• Assigned task
Beneath this task are records; tally the lines in them that contain "with" and report only the number.

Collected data

----------

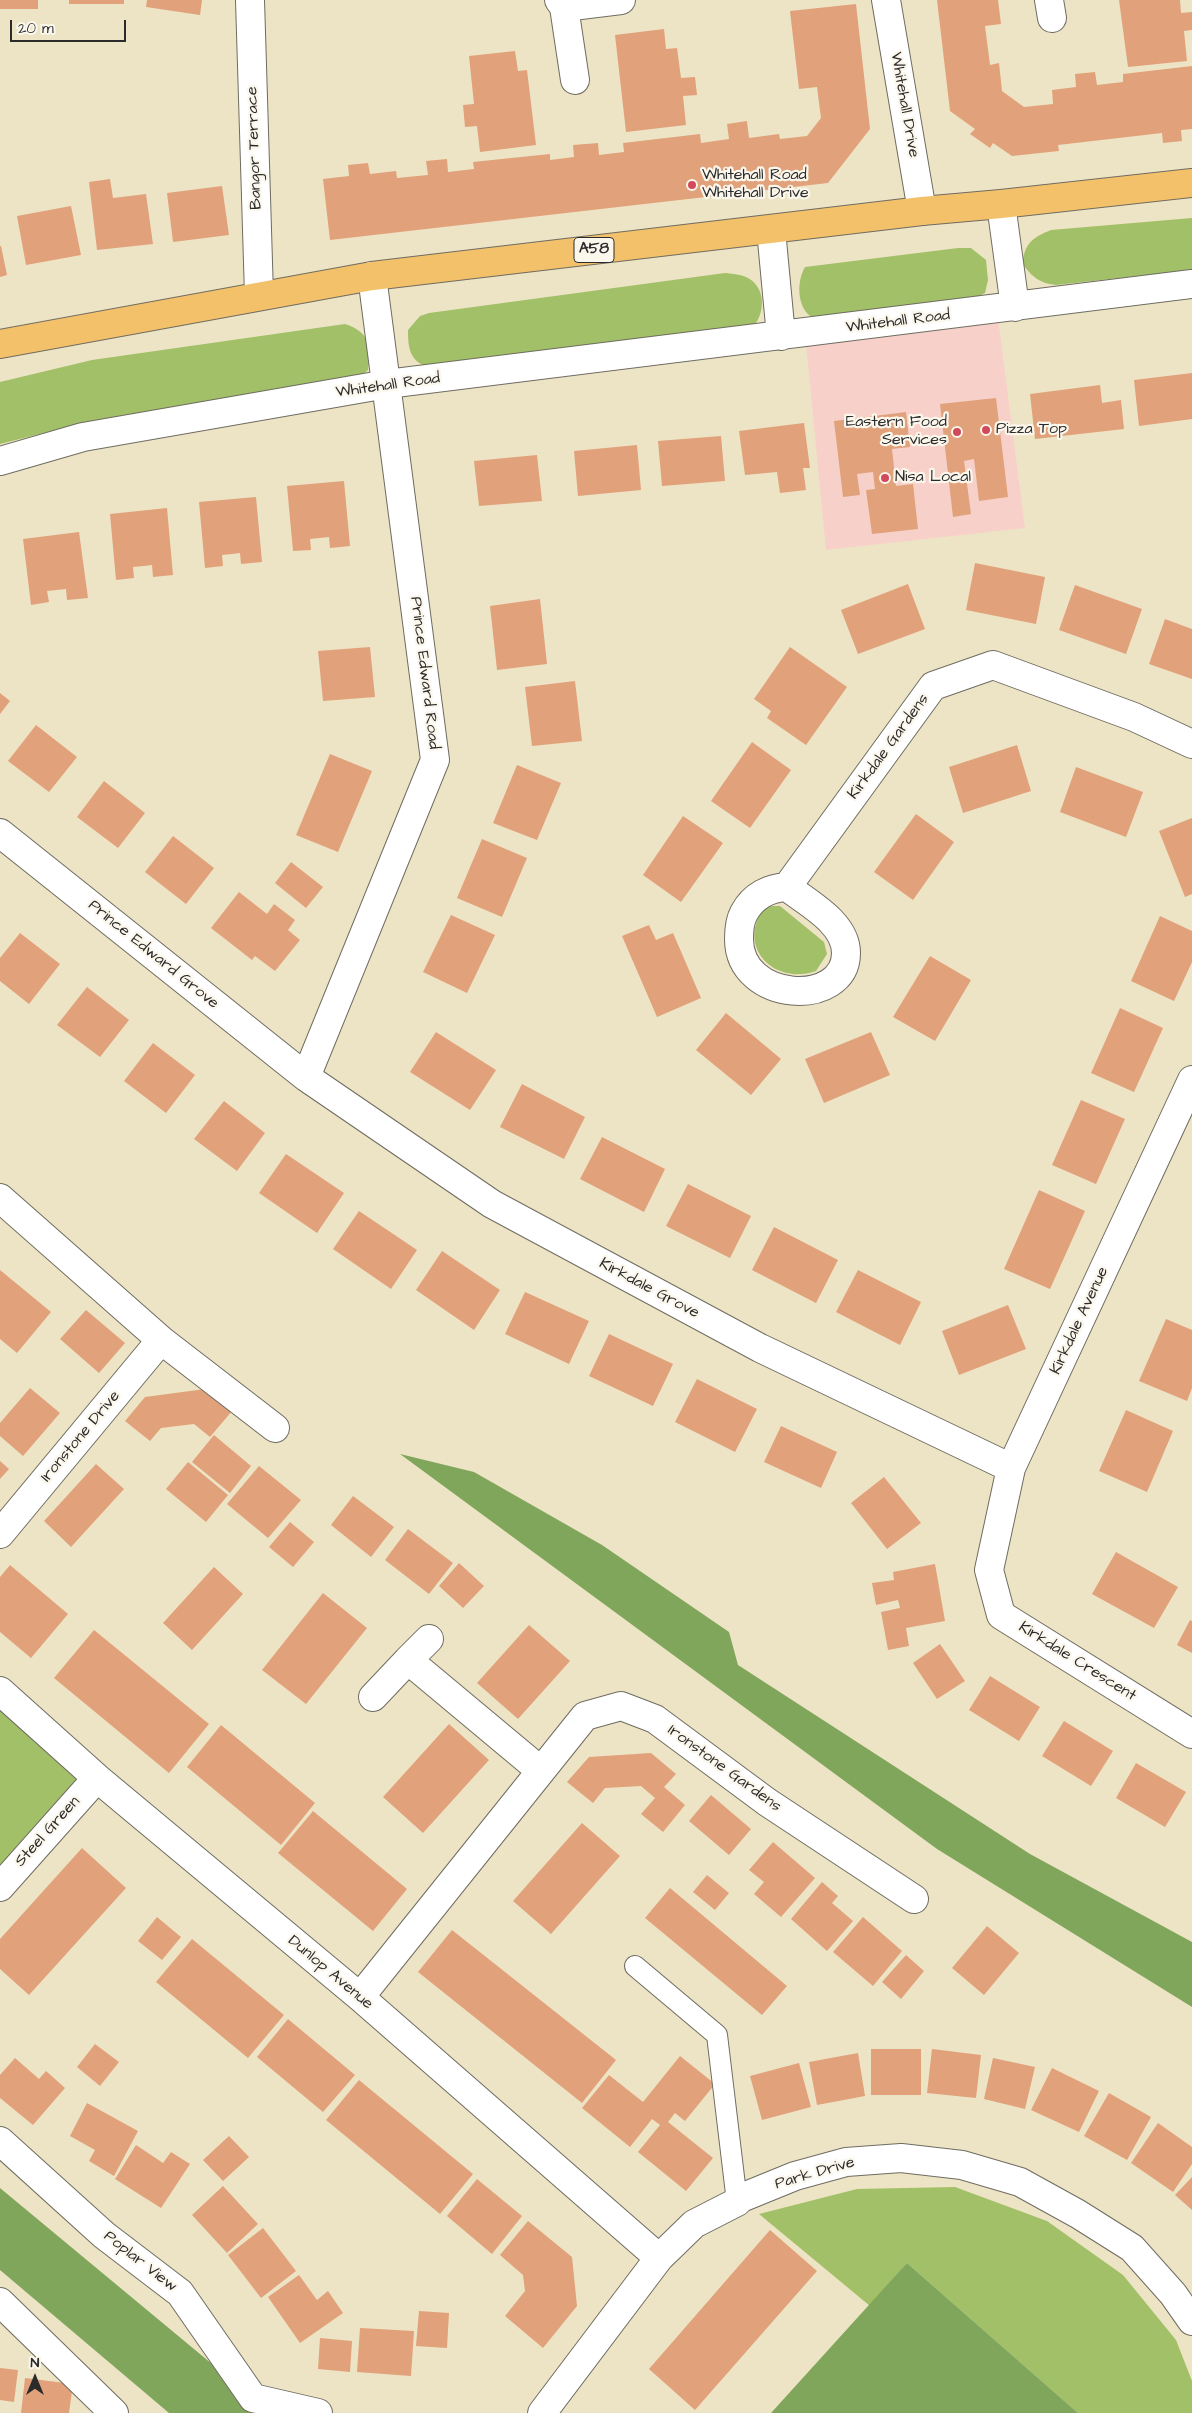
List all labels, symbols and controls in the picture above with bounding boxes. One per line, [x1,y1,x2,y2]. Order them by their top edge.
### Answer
scale bar [12,10,129,42]
text: 20 m [18,18,54,39]
street label: Whitehall Drive [885,51,923,159]
street label: Bangor Terrace [243,86,267,210]
place label: Whitehall Road Whitehall Drive [702,166,809,204]
marker: Whitehall Road Whitehall Drive [686,179,698,191]
road number: A58 [574,238,614,262]
street label: Whitehall Road [845,306,951,338]
street label: Whitehall Road [335,369,441,403]
place label: Eastern Food Services [846,413,947,451]
place label: Pizza Top [996,420,1067,440]
marker: Pizza Top [980,424,992,436]
marker: Eastern Food Services [951,426,963,438]
place label: Nisa Local [895,468,971,488]
marker: Nisa Local [879,472,891,484]
street label: Prince Edward Road [405,596,443,750]
street label: Kirkdale Gardens [844,691,934,803]
street label: Prince Edward Grove [84,896,222,1014]
street label: Kirkdale Grove [596,1255,702,1323]
street label: Kirkdale Avenue [1047,1264,1113,1378]
street label: Ironstone Drive [37,1387,125,1487]
street label: Kirkdale Crescent [1015,1618,1139,1706]
street label: Ironstone Gardens [663,1721,785,1817]
street label: Steel Green [11,1793,85,1871]
street label: Dunlop Avenue [283,1932,377,2014]
street label: Park Drive [773,2153,857,2195]
street label: Poplar View [99,2227,181,2297]
north arrow [10,2353,60,2403]
text: N [31,2353,39,2373]

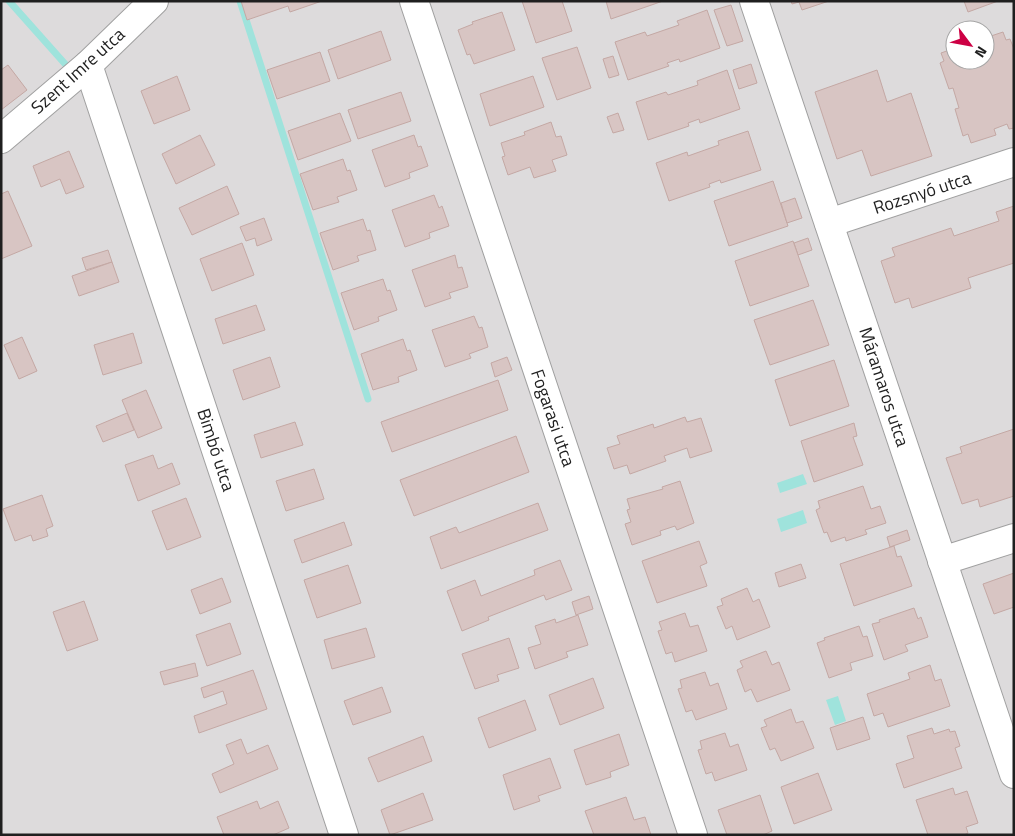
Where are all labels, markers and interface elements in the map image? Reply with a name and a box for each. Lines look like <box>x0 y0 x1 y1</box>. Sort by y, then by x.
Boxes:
north arrow <box>945 20 995 70</box>
street label: Szent Imre utca <box>25 21 131 120</box>
text: N <box>970 42 993 62</box>
street label: Rozsnyó utca <box>870 164 974 221</box>
street label: Máramaros utca <box>852 324 916 450</box>
street label: Fogarasi utca <box>524 366 583 470</box>
street label: Bimbó utca <box>190 405 243 495</box>

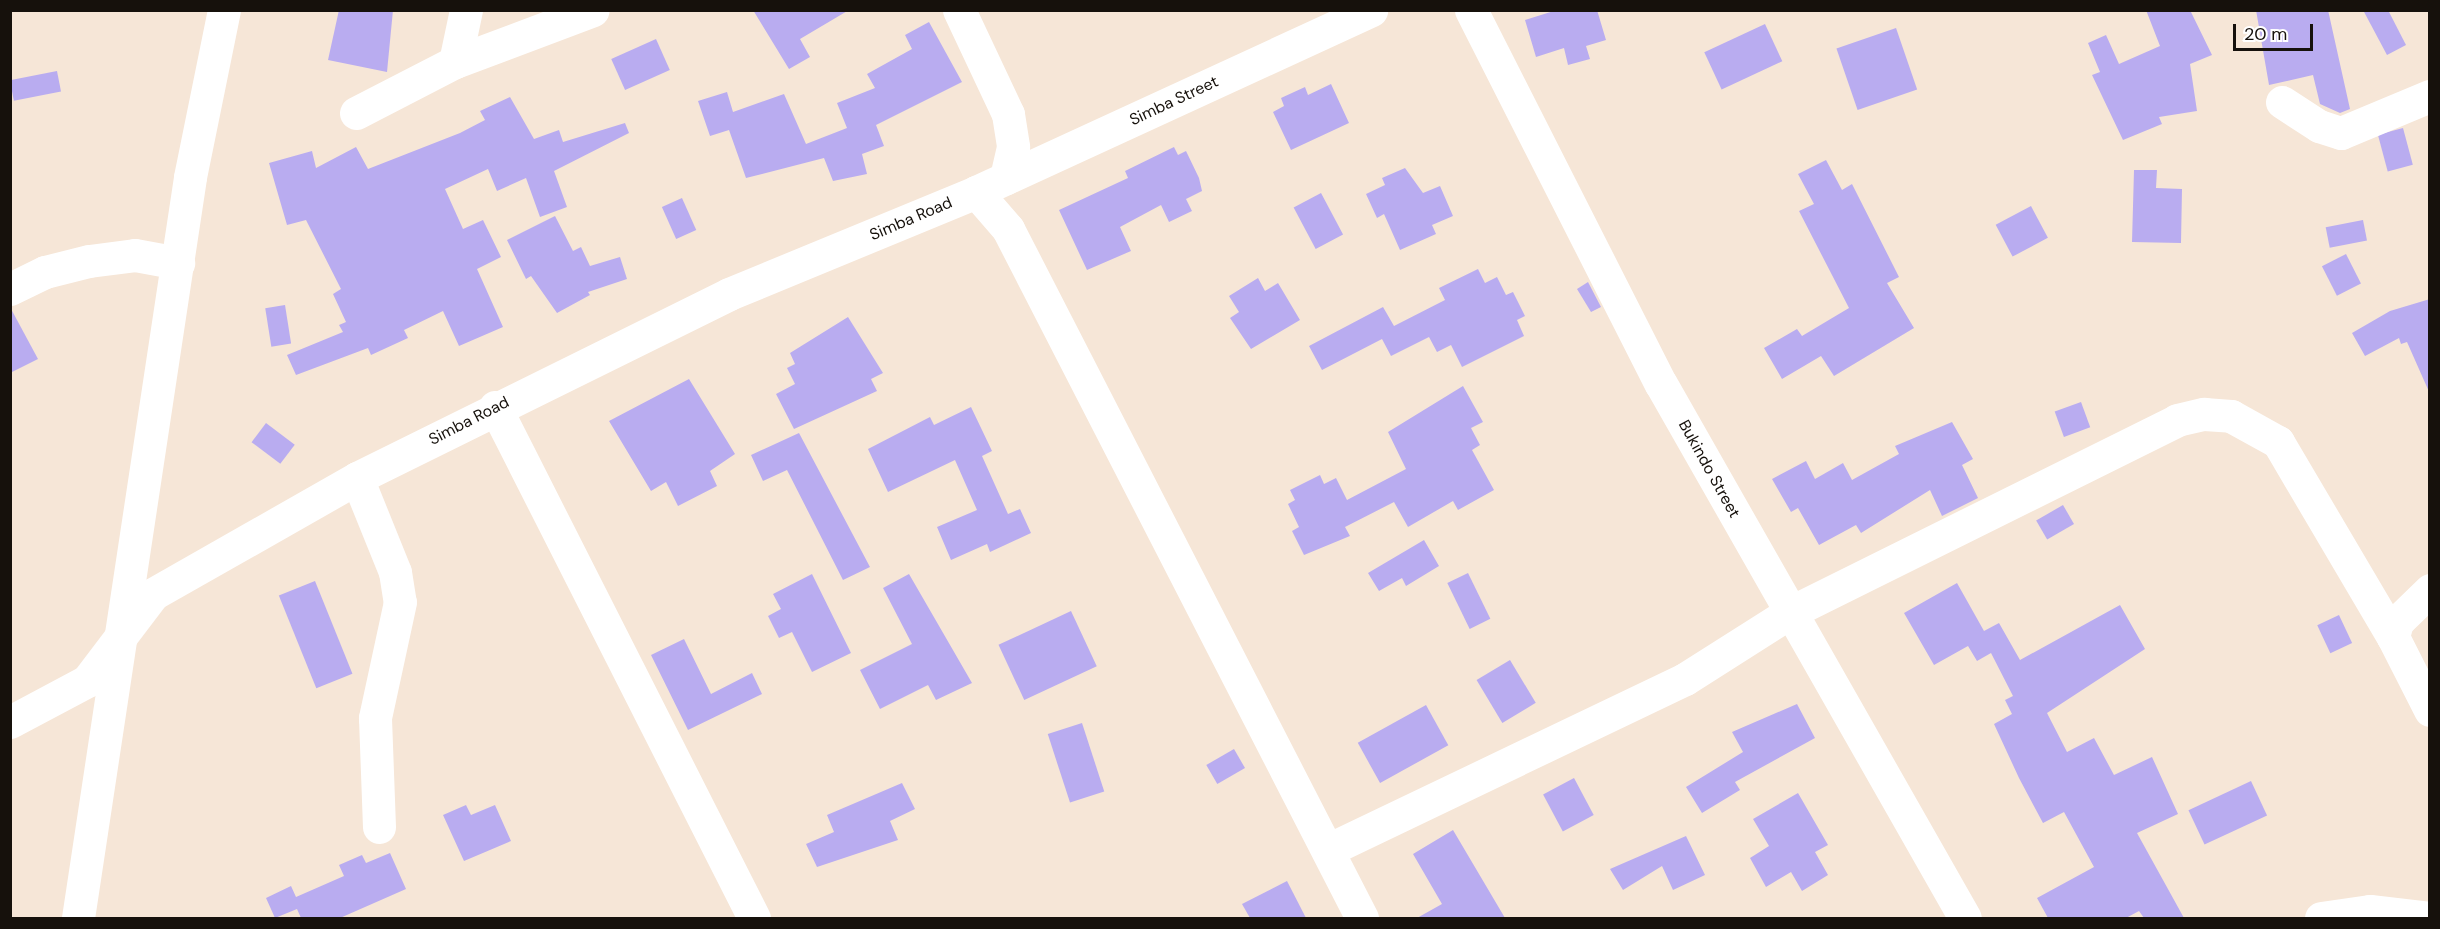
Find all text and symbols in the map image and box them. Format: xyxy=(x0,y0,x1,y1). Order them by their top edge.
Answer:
scale bar xyxy=(2236,12,2316,50)
text: 20 m xyxy=(2244,22,2287,46)
street label: Simba Street xyxy=(1127,72,1221,130)
street label: Simba Road xyxy=(867,193,955,245)
street label: Simba Road xyxy=(426,393,512,449)
street label: Bukindo Street xyxy=(1674,417,1744,521)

----------

• Exercise answer
2